Problem to work on
Give back the whole listing exactly as it is written.

The data
=== Section Start ===
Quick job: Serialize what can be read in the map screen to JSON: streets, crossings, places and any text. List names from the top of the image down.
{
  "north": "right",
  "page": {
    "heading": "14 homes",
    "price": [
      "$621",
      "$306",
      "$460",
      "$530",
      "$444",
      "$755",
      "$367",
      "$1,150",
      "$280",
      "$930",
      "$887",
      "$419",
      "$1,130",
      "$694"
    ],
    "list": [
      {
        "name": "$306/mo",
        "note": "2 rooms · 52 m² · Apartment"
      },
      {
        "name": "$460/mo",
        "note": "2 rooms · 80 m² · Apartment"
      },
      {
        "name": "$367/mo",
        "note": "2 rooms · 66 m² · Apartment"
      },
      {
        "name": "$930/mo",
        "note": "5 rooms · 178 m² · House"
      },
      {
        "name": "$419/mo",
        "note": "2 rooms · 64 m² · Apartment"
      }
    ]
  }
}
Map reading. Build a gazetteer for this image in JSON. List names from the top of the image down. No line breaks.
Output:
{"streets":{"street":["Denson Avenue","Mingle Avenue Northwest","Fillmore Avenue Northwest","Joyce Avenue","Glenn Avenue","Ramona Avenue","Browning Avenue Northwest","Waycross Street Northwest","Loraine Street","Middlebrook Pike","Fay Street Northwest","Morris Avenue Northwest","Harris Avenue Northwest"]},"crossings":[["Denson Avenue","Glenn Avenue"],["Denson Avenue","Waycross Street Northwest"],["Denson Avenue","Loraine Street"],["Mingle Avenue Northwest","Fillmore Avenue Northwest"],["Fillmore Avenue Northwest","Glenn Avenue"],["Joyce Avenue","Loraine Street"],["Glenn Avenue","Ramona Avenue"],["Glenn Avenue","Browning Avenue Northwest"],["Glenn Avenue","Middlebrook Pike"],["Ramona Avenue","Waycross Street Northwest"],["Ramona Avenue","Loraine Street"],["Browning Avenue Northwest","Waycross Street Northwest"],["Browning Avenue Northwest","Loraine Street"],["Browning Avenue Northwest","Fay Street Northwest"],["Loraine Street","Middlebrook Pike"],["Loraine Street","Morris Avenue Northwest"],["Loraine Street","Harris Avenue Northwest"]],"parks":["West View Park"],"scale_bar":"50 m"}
=== Section End ===
Exercise answer
Quick job: Serialize what can be read in the map screen to JSON: streets, crossings, places and any text. List names from the top of the image down.
{
  "north": "right",
  "page": {
    "heading": "14 homes",
    "price": [
      "$621",
      "$306",
      "$460",
      "$530",
      "$444",
      "$755",
      "$367",
      "$1,150",
      "$280",
      "$930",
      "$887",
      "$419",
      "$1,130",
      "$694"
    ],
    "list": [
      {
        "name": "$306/mo",
        "note": "2 rooms · 52 m² · Apartment"
      },
      {
        "name": "$460/mo",
        "note": "2 rooms · 80 m² · Apartment"
      },
      {
        "name": "$367/mo",
        "note": "2 rooms · 66 m² · Apartment"
      },
      {
        "name": "$930/mo",
        "note": "5 rooms · 178 m² · House"
      },
      {
        "name": "$419/mo",
        "note": "2 rooms · 64 m² · Apartment"
      }
    ]
  }
}
Map reading. Build a gazetteer for this image in JSON. List names from the top of the image down. No line breaks.
Output:
{"streets":{"street":["Denson Avenue","Mingle Avenue Northwest","Fillmore Avenue Northwest","Joyce Avenue","Glenn Avenue","Ramona Avenue","Browning Avenue Northwest","Waycross Street Northwest","Loraine Street","Middlebrook Pike","Fay Street Northwest","Morris Avenue Northwest","Harris Avenue Northwest"]},"crossings":[["Denson Avenue","Glenn Avenue"],["Denson Avenue","Waycross Street Northwest"],["Denson Avenue","Loraine Street"],["Mingle Avenue Northwest","Fillmore Avenue Northwest"],["Fillmore Avenue Northwest","Glenn Avenue"],["Joyce Avenue","Loraine Street"],["Glenn Avenue","Ramona Avenue"],["Glenn Avenue","Browning Avenue Northwest"],["Glenn Avenue","Middlebrook Pike"],["Ramona Avenue","Waycross Street Northwest"],["Ramona Avenue","Loraine Street"],["Browning Avenue Northwest","Waycross Street Northwest"],["Browning Avenue Northwest","Loraine Street"],["Browning Avenue Northwest","Fay Street Northwest"],["Loraine Street","Middlebrook Pike"],["Loraine Street","Morris Avenue Northwest"],["Loraine Street","Harris Avenue Northwest"]],"parks":["West View Park"],"scale_bar":"50 m"}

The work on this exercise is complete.